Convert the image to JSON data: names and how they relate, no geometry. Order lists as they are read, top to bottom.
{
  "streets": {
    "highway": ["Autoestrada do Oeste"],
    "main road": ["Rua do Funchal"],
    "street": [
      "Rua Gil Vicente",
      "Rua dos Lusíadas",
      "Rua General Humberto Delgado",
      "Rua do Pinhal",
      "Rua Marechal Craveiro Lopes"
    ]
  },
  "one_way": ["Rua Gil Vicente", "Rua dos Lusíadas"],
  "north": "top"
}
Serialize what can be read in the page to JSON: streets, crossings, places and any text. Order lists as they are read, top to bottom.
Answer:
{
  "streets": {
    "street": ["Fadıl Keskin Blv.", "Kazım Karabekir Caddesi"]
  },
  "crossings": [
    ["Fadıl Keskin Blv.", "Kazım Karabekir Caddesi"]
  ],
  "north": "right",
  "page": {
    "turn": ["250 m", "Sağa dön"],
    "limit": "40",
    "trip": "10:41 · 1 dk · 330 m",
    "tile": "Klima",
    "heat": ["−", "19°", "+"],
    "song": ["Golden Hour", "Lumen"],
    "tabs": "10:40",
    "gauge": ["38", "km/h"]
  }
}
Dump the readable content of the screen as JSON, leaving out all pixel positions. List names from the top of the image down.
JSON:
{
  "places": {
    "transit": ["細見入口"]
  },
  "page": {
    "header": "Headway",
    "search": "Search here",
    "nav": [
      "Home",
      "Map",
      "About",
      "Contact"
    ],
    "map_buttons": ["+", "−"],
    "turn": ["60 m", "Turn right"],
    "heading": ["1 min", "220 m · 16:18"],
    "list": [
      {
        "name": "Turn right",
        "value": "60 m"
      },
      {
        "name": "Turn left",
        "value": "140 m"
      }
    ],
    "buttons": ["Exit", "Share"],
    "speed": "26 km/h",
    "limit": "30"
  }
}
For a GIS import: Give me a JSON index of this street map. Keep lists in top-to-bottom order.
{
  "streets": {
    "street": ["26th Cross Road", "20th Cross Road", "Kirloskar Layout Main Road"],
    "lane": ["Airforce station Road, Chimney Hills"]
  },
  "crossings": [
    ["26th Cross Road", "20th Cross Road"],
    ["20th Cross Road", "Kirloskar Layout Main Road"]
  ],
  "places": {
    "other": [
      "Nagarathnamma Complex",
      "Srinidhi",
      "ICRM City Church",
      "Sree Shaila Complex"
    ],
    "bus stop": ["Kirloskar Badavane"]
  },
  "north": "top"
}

====

> [TASK TO COMPLETE] The whole of the material above should be written out again, exactly.

> [EXERCISE RESULT]
Convert the image to JSON data: names and how they relate, no geometry. Order lists as they are read, top to bottom.
{
  "streets": {
    "highway": ["Autoestrada do Oeste"],
    "main road": ["Rua do Funchal"],
    "street": [
      "Rua Gil Vicente",
      "Rua dos Lusíadas",
      "Rua General Humberto Delgado",
      "Rua do Pinhal",
      "Rua Marechal Craveiro Lopes"
    ]
  },
  "one_way": ["Rua Gil Vicente", "Rua dos Lusíadas"],
  "north": "top"
}
Serialize what can be read in the page to JSON: streets, crossings, places and any text. Order lists as they are read, top to bottom.
Answer:
{
  "streets": {
    "street": ["Fadıl Keskin Blv.", "Kazım Karabekir Caddesi"]
  },
  "crossings": [
    ["Fadıl Keskin Blv.", "Kazım Karabekir Caddesi"]
  ],
  "north": "right",
  "page": {
    "turn": ["250 m", "Sağa dön"],
    "limit": "40",
    "trip": "10:41 · 1 dk · 330 m",
    "tile": "Klima",
    "heat": ["−", "19°", "+"],
    "song": ["Golden Hour", "Lumen"],
    "tabs": "10:40",
    "gauge": ["38", "km/h"]
  }
}
Dump the readable content of the screen as JSON, leaving out all pixel positions. List names from the top of the image down.
JSON:
{
  "places": {
    "transit": ["細見入口"]
  },
  "page": {
    "header": "Headway",
    "search": "Search here",
    "nav": [
      "Home",
      "Map",
      "About",
      "Contact"
    ],
    "map_buttons": ["+", "−"],
    "turn": ["60 m", "Turn right"],
    "heading": ["1 min", "220 m · 16:18"],
    "list": [
      {
        "name": "Turn right",
        "value": "60 m"
      },
      {
        "name": "Turn left",
        "value": "140 m"
      }
    ],
    "buttons": ["Exit", "Share"],
    "speed": "26 km/h",
    "limit": "30"
  }
}
For a GIS import: Give me a JSON index of this street map. Keep lists in top-to-bottom order.
{
  "streets": {
    "street": ["26th Cross Road", "20th Cross Road", "Kirloskar Layout Main Road"],
    "lane": ["Airforce station Road, Chimney Hills"]
  },
  "crossings": [
    ["26th Cross Road", "20th Cross Road"],
    ["20th Cross Road", "Kirloskar Layout Main Road"]
  ],
  "places": {
    "other": [
      "Nagarathnamma Complex",
      "Srinidhi",
      "ICRM City Church",
      "Sree Shaila Complex"
    ],
    "bus stop": ["Kirloskar Badavane"]
  },
  "north": "top"
}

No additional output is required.